The prevalence of leukopenia in patients with SLE reported in the literature varies greatly from 22 to 60% [9, 10]. Leukopenia is usually caused by either or both lymphopenia and neutropenia. Low lymphocyte count commonly occurs in SLE, with a prevalence ranging from 15 to 93%, while neutropenia was described in 4.5% to 47% of patients [1, 9–12]. The significant differences in the prevalence of leukopenia, neutropenia, and lymphopenia among these studies may be related to the number of cases, race, region, treatment, and research method used. First, the prevalence of lymphopenia varies among ethnic populations [3, 13, 14]. This study focused on the characteristics of leukopenia in Han patients with SLE, so only the Han population was included. Second, the prevalence of leucopenia and neutropenia in the treated group was significantly lower than that in the untreated group, suggesting that the treatment reduced the prevalence of leukopenia and neutropenia. Third, accompanying diseases may affect the leukocyte levels. In order to detect the prevalence of leukopenia more accurately, we excluded patients with infection, liver cirrhosis, malignant tumors, other connective tissue diseases, and so on. Finally, this study confirmed that lymphocyte count was negatively correlated with the SLEDAI 2000 score, so the disease status of the included patients may affect the prevalence of lymphopenia.
Leukopenia was positively associated with anti-dsDNA antibody, anti-ribosomal P protein antibody, neutropenia, lymphopenia, and thrombocytopenia in the present study, and patients with leukopenia developed decreased neutrophil counts, lymphocyte counts, platelet counts, and complement C3 levels. In another study, SLE patients with leukopenia also had an increased incidence of lymphopenia, thrombocytopenia, hemolytic anemia, anti-dsDNA antibody positivity, lupus anticoagulant and psychosis [15]. Recent research showed that leukopenia was associated with anti-dsDNA antibody positivity, low complement and ESR ≥ 25 mm/H [16]. We speculated that the correlation between leukopenia and other parameters may be due to the fact that neutropenia or lymphopenia was related to these parameters.

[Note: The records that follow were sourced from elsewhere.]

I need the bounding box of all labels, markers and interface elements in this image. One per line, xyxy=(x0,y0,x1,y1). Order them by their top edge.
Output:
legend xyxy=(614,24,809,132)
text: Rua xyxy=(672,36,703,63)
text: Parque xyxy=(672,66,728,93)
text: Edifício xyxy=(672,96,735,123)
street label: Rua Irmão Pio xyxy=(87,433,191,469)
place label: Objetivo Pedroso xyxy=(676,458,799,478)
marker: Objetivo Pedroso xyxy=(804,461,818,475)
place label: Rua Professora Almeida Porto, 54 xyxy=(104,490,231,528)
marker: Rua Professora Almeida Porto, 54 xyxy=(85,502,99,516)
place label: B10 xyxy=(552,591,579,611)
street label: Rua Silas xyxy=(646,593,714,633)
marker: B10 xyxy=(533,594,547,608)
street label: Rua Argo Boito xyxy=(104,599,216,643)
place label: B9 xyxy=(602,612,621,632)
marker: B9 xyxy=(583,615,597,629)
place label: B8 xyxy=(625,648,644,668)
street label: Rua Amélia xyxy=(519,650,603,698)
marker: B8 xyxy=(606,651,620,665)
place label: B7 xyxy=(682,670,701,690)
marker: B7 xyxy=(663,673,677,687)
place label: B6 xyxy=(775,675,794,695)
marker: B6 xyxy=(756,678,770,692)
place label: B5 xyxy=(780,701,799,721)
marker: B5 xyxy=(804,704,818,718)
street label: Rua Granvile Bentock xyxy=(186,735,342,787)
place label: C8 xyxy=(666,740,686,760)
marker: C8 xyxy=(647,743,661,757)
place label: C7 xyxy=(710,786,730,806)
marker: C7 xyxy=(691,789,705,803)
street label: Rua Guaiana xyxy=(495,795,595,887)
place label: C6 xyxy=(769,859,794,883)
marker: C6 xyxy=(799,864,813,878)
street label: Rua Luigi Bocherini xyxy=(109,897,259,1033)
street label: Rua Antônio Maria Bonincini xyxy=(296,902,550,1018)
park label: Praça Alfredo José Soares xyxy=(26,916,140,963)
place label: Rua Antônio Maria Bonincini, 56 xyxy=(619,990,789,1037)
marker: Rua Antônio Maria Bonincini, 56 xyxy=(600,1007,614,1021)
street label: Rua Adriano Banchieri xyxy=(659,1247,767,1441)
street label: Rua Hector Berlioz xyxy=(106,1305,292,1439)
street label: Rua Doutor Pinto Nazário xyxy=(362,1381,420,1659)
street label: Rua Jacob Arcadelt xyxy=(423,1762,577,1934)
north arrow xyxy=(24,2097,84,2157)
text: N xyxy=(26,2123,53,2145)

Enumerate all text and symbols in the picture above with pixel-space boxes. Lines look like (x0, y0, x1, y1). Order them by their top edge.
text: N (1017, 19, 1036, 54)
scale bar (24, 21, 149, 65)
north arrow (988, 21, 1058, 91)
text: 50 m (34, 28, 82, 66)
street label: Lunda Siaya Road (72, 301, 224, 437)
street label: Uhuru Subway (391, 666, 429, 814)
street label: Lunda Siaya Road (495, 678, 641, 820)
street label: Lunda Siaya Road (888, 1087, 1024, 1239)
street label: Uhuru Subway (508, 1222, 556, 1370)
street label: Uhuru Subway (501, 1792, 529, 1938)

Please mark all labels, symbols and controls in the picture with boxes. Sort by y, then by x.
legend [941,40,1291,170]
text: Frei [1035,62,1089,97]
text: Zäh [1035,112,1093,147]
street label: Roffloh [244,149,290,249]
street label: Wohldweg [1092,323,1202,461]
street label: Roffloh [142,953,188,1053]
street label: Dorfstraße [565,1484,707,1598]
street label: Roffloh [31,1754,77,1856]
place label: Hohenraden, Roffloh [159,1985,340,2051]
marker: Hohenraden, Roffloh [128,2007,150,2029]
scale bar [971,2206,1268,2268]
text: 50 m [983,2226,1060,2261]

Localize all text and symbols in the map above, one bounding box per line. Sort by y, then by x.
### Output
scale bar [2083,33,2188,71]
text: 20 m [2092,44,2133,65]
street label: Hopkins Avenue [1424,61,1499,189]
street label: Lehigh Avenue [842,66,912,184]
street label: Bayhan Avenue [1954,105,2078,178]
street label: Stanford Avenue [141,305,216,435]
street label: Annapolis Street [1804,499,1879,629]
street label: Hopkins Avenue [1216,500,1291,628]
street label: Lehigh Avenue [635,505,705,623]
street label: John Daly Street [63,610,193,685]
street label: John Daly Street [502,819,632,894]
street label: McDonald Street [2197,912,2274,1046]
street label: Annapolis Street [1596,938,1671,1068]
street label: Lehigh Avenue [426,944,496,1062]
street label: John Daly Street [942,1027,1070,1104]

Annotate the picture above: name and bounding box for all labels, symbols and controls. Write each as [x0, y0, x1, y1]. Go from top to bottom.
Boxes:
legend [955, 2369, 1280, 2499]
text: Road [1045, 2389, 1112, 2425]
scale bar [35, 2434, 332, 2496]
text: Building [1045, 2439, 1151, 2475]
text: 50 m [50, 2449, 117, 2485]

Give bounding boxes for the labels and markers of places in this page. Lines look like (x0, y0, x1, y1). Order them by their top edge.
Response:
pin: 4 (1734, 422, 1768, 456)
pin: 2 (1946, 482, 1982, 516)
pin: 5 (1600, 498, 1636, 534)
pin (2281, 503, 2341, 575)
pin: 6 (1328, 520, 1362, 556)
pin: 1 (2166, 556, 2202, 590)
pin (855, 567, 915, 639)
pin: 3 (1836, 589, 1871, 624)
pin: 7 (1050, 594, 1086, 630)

The present study showed that neutropenia was not associated with any of the antibodies studied, but was related to several clinical parameters, including lymphocytes, platelets, complement C3, and cylindruria. In a multivariate analysis, decreased platelet count and lymphocyte count, as well as the presence of cylindruria were identified as independent risk factors for neutropenia. Martinez-Banos et al. carried out a prospective study that included 33 SLE patients with moderate to severe neutropenia (< 1000/μl) [17]. Patients with neutropenia had a lower number of lymphocytes, hemoglobin, and platelets, but no differences in antinuclear antibodies were detected [17]. There was also no significant association between any autoantibody against nuclear antigens and neutropenia in a study including 82 lupus erythematosus patients [18]. A study including 208 SLE patients with neutropenia and 779 SLE patients without neutropenia showed that neutropenia was significantly associated with thrombocytopenia, lymphopenia, and low levels of complement C3 as determined in a multivariate analysis, which was similar to our results [19].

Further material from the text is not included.